Jenny Odell. “How to do nothing: Resisting the Attention Economy“.

Hay veces que es conveniente refocalizar nuestra atención. En los últimos meses trato de informarme con menos fuentes, pero mejores. De seleccionar mejor lo que veo, lo que escucho y donde voy o no con mejor criterio. Y mejor criterio significa no sólo buscar la calidad, sino descubrir también que es lo que me gusta y me interesa de verdad. Porque nos pasamos la vida intentando encajar lo que pensamos que debería ser en lo que es. Y la cosa va al revés.

Si algo he aprendido en 2020, es a descartar en todos los ámbitos. Y a apreciar más lo que se queda. Lo que se tiene que quedar.

Dice Odell en su libro que, “en el corto plazo, las distracciones nos pueden apartar de hacer las cosas que queremos hacer. En el largo plazo, en cambio, pueden acumularse y apartarnos de vivir las vidas que queremos vivir, o, incluso peor, socavar nuestras capacidades para reflexionar y autocontrolarnos, haciendo más difícil, en palabras de Harry Frankfurt, <<querer lo que queremos querer>>”.

El exceso brutal de opciones paraliza. Cada vez tengo más claro que reducir esas opciones es, no sólo una fórmula mágica para satisfacer mejor nuestras necesidades, sino también una cuestión de salud mental.

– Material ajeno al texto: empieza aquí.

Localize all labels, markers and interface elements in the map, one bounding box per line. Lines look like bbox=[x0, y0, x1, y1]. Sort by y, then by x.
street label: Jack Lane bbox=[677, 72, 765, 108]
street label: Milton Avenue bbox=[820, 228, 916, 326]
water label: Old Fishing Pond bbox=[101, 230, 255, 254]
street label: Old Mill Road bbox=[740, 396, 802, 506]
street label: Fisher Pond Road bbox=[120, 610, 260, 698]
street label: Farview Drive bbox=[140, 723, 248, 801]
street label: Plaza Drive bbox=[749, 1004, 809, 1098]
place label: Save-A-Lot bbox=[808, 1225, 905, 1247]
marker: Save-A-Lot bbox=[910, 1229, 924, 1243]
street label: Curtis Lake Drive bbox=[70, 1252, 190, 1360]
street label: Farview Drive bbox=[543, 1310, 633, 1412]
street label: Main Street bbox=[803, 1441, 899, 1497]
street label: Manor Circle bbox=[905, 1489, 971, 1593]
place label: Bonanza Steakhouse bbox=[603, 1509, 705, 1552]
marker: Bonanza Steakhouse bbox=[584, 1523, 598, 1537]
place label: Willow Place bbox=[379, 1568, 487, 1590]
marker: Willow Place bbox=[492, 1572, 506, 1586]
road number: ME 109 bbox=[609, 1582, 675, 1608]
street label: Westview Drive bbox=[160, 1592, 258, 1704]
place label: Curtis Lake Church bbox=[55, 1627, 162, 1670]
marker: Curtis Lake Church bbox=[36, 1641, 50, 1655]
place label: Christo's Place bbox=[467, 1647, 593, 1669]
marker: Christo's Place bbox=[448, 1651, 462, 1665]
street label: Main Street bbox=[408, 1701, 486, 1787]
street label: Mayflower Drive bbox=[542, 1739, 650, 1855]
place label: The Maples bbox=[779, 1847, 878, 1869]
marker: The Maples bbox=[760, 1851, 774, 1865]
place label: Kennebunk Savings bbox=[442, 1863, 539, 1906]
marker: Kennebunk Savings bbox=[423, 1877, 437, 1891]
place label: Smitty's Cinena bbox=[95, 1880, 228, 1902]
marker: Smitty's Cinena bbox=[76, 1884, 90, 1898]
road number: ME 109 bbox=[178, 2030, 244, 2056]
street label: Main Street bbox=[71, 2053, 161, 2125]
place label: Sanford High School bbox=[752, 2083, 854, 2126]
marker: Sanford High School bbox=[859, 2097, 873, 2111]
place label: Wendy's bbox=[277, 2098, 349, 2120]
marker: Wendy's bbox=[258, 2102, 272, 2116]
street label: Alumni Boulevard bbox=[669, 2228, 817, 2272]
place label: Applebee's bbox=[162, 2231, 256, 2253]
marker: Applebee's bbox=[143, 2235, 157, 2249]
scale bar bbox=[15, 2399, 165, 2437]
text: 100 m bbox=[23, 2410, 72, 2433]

También es importante encontrar puntos de interés comunes con las personas que tenemos cerca. Y si no, siempre podemos hablar del tiempo.

“El hecho de que hablar del tiempo sea un cliché para iniciar una charla trivial, es en realidad un intenso recordatorio de esto, dado que el tiempo metereológico es una de las únicas cosas a las que todos sabemos que cualquier otra persona debe también prestar atención”.

Jenny Odell. “How to do nothing: Resisting the Attention Economy“.

Mis libros favoritos en 2020

Hoy han salido dos listas de libros recomendables. Una es la de Maria Popova. Extensa y variada, como de costumbre.

La otra es la de The Paris Review. Y con estas ya tenemos lectura para lo que nos queda de vida.

No he leído demasiado este año y tampoco muchas cosas relevantes. Ha sido un 2020 raro, también en la cosa lectora. Entre mis libros favoritos, disfruté mucho la biografía de Phillip K. Dick que escribió Carrere.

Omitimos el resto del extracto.